= YOUR ASSIGNMENT =
Look through the data below for the line with "M211 717 269", and transcribe it exactly together with each line after it up to and including the line with "<!-- route -->". Give nothing else.

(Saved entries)
>>
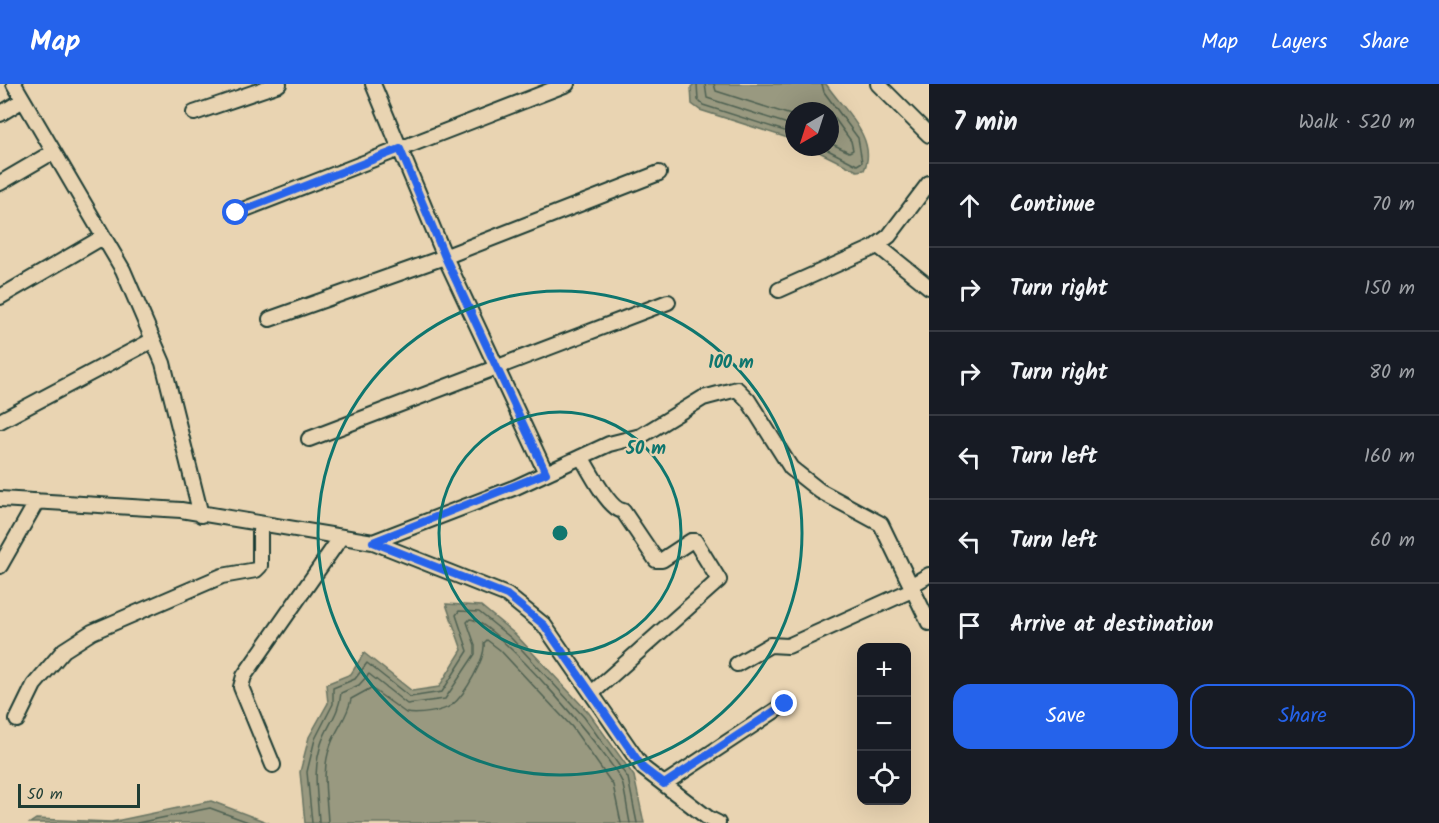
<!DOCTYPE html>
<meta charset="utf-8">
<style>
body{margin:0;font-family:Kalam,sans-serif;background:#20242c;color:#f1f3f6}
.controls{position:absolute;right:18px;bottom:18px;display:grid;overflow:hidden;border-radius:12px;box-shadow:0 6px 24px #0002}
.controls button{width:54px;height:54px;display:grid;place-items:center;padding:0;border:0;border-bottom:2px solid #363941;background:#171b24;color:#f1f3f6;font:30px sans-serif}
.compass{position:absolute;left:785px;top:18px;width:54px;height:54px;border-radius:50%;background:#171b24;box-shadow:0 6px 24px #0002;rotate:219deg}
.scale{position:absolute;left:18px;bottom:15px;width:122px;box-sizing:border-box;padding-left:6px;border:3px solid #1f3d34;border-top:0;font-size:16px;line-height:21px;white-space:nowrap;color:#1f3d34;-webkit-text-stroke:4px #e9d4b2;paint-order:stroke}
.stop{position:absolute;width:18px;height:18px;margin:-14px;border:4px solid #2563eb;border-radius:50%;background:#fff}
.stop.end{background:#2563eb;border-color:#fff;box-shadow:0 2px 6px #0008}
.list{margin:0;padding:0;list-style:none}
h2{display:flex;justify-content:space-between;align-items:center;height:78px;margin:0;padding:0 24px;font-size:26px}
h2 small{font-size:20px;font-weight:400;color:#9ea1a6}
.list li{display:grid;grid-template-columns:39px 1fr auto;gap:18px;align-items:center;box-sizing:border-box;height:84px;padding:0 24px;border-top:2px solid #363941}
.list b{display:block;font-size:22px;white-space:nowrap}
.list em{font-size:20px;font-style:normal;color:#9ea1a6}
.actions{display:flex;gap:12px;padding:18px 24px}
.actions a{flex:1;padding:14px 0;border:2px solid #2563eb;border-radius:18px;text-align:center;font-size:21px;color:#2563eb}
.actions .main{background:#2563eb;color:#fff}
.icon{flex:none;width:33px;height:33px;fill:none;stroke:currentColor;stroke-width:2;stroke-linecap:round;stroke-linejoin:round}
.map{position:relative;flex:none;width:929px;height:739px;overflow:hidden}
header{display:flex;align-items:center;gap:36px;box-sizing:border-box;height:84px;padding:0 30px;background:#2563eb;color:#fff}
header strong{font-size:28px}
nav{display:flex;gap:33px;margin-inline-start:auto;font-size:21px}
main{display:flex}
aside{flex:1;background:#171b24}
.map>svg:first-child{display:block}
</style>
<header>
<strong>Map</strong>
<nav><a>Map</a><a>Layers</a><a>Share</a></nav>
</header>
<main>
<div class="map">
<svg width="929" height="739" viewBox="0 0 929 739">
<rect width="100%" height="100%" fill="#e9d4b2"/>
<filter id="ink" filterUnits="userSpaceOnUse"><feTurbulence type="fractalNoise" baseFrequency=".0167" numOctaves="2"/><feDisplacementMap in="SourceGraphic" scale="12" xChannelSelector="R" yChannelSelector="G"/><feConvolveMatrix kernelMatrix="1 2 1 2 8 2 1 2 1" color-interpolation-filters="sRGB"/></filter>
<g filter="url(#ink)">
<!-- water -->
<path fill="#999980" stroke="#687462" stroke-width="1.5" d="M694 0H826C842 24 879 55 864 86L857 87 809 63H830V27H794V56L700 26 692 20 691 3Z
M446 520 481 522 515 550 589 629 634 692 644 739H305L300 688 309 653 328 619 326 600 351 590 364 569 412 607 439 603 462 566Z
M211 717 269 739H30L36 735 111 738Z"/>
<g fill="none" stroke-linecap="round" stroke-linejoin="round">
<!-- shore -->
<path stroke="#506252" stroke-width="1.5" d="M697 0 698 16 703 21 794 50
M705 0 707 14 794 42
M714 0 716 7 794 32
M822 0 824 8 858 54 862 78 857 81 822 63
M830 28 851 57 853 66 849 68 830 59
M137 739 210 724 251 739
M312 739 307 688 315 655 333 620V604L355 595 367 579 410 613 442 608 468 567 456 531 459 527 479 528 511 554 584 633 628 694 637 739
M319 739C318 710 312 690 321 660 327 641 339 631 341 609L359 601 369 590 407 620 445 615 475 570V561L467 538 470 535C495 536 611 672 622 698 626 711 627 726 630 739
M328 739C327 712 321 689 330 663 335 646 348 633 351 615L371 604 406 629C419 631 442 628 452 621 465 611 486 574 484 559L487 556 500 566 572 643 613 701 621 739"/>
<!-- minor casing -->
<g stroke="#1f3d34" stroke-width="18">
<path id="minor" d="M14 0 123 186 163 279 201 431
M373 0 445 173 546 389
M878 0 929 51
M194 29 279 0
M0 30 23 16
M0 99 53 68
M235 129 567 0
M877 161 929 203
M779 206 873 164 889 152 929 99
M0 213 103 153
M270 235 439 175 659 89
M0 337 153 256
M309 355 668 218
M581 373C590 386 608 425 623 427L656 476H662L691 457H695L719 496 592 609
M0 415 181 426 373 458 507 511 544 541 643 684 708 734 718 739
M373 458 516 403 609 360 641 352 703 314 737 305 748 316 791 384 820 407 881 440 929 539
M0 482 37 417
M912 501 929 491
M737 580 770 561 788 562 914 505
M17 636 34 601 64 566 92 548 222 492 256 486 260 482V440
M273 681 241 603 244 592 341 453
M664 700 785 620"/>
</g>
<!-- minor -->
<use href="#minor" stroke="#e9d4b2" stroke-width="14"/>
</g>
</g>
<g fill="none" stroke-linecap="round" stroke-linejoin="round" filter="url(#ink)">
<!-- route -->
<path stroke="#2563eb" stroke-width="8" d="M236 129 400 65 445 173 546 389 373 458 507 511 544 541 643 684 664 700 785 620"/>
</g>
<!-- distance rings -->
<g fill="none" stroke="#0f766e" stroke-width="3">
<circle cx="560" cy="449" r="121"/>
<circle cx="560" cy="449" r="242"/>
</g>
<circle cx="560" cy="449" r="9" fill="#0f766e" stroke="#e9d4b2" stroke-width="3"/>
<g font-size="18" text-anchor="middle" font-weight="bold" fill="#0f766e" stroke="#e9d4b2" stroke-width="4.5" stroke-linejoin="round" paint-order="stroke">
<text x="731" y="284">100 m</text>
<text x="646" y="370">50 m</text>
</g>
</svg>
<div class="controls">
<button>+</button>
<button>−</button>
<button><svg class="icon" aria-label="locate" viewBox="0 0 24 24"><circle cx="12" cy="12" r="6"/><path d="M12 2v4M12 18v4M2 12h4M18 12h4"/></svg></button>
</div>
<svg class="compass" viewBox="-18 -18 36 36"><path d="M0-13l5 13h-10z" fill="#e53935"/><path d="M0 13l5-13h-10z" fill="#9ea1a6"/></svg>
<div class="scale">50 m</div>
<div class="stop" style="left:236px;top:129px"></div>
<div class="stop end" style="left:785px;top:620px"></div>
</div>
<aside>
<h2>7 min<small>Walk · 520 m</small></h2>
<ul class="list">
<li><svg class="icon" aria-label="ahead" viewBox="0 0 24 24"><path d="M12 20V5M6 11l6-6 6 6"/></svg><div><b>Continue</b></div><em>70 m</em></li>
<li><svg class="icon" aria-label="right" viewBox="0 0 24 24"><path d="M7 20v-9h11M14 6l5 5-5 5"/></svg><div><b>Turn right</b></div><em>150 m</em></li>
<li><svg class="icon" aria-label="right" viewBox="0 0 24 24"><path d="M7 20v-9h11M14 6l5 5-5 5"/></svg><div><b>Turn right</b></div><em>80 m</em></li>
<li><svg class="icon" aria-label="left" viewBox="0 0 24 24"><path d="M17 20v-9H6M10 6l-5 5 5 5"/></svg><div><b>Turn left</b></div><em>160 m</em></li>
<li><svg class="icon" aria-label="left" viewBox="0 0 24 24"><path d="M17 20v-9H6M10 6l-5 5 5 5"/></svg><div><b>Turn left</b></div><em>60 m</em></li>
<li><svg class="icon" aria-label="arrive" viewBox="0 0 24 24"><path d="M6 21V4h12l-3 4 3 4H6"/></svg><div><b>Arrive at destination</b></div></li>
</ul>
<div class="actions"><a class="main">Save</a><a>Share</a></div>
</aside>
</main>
<<
= ANSWER SPACE =
M211 717 269 739H30L36 735 111 738Z"/>
<g fill="none" stroke-linecap="round" stroke-linejoin="round">
<!-- shore -->
<path stroke="#506252" stroke-width="1.5" d="M697 0 698 16 703 21 794 50
M705 0 707 14 794 42
M714 0 716 7 794 32
M822 0 824 8 858 54 862 78 857 81 822 63
M830 28 851 57 853 66 849 68 830 59
M137 739 210 724 251 739
M312 739 307 688 315 655 333 620V604L355 595 367 579 410 613 442 608 468 567 456 531 459 527 479 528 511 554 584 633 628 694 637 739
M319 739C318 710 312 690 321 660 327 641 339 631 341 609L359 601 369 590 407 620 445 615 475 570V561L467 538 470 535C495 536 611 672 622 698 626 711 627 726 630 739
M328 739C327 712 321 689 330 663 335 646 348 633 351 615L371 604 406 629C419 631 442 628 452 621 465 611 486 574 484 559L487 556 500 566 572 643 613 701 621 739"/>
<!-- minor casing -->
<g stroke="#1f3d34" stroke-width="18">
<path id="minor" d="M14 0 123 186 163 279 201 431
M373 0 445 173 546 389
M878 0 929 51
M194 29 279 0
M0 30 23 16
M0 99 53 68
M235 129 567 0
M877 161 929 203
M779 206 873 164 889 152 929 99
M0 213 103 153
M270 235 439 175 659 89
M0 337 153 256
M309 355 668 218
M581 373C590 386 608 425 623 427L656 476H662L691 457H695L719 496 592 609
M0 415 181 426 373 458 507 511 544 541 643 684 708 734 718 739
M373 458 516 403 609 360 641 352 703 314 737 305 748 316 791 384 820 407 881 440 929 539
M0 482 37 417
M912 501 929 491
M737 580 770 561 788 562 914 505
M17 636 34 601 64 566 92 548 222 492 256 486 260 482V440
M273 681 241 603 244 592 341 453
M664 700 785 620"/>
</g>
<!-- minor -->
<use href="#minor" stroke="#e9d4b2" stroke-width="14"/>
</g>
</g>
<g fill="none" stroke-linecap="round" stroke-linejoin="round" filter="url(#ink)">
<!-- route -->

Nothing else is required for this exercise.